Murder in Old Bombay: A Mystery

Image of Murder in Old Bombay: A Mystery
Author(s): 
Release Date: 
November 10, 2020
Publisher/Imprint: 
Minotaur Books
Pages: 
400
Reviewed by: 

“If you yearn for an escape from these short, chilly days of autumn, Murder in Old Bombay is a breath of sweet bougainvillea. It will intoxicate you and linger in your memory long after the clever puzzle has been solved.”

Books are like time machines, transporting us to faraway places that stir our imagination. Murder in Old Bombay, the thrilling debut mystery by Nev March, is one such novel. It conjures the exotic fragrances of sandalwood, jasmine, and meats roasting at the local bazaars, images of women in shimmering silk saris, and the gunfire of military skirmishes to carry us back to 1892 Imperial Bombay. It is a time when political tensions run high as India challenges Victorian England’s rule over its sovereignty.

Captain James Agnihotri is recuperating in the hospital from war wounds when he spies a letter in the local newspaper. A young, well-to-do widower, Adi Framji, is lamenting the loss of his wife, Lady Bacha, and his sister, Pilloo, who have plunged to their deaths from Bombay’s highest clock tower six months earlier.

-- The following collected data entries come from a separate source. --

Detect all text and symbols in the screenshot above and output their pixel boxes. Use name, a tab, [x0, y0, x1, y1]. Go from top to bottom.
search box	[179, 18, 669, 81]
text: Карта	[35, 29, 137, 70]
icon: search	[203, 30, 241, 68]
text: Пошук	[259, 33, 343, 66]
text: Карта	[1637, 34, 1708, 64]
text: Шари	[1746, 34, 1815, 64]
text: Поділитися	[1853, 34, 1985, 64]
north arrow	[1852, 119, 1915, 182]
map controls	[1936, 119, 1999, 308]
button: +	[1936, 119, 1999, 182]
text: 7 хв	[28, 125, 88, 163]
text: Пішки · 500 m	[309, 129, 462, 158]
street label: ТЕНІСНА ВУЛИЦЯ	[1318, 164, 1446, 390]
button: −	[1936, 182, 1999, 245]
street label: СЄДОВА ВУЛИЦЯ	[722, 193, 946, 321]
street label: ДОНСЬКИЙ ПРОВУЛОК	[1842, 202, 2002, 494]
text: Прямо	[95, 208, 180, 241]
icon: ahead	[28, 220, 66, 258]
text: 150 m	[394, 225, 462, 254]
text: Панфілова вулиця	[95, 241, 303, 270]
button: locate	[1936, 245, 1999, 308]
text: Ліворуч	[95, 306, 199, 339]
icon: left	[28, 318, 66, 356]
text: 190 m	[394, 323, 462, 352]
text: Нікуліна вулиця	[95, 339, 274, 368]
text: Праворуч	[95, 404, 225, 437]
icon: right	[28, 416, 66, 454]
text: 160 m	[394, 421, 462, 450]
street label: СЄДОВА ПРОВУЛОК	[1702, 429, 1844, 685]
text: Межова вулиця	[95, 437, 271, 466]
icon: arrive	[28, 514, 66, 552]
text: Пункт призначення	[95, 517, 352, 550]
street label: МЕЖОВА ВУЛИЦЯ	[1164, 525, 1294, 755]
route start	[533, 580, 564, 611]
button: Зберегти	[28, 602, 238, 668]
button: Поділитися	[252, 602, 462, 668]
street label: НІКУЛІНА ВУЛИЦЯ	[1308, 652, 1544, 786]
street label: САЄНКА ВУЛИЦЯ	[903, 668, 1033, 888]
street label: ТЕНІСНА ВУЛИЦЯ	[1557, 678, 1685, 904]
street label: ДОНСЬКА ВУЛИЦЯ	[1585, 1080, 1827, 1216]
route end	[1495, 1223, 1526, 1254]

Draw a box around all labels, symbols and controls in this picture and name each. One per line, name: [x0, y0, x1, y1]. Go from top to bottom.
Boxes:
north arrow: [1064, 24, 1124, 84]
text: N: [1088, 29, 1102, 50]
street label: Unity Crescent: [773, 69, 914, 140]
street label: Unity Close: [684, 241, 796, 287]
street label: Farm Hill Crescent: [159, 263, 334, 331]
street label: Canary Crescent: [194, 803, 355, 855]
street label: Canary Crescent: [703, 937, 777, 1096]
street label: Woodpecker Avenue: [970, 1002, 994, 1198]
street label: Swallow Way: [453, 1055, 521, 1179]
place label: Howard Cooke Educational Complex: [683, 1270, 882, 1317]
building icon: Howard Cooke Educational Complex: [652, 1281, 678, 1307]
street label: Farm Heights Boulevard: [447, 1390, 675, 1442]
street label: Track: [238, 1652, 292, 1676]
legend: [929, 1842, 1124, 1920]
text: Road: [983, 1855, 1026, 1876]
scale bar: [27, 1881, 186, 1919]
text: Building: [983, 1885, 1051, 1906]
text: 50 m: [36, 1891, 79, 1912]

The brutal incident intrigues Jim, and after his discharge from the hospital and the cavalry, he’s employed as a journalist to investigate the accident. Noting his commitment to the case, Adi Framji entices him to work for him because he seeks closure. He wants Jim to discover whether the ladies committed suicide, as determined by the court, or whether the women were murdered. Jim channels his hero, Sherlock Holmes, and quickly discovers that his prying inquiries can lead to danger—and romance. 

It is no spoiler that Jim establishes proof that the women were murdered at the tower, and that a secret correspondence may have caused their demise. What was in the letter, and why were the women willing to sacrifice their lives for it? And who killed them and why? Secret alliances, caste prejudices, and hidden agendas contribute to the perils Jim encounters down every dark, winding street of old Bombay and its outskirts.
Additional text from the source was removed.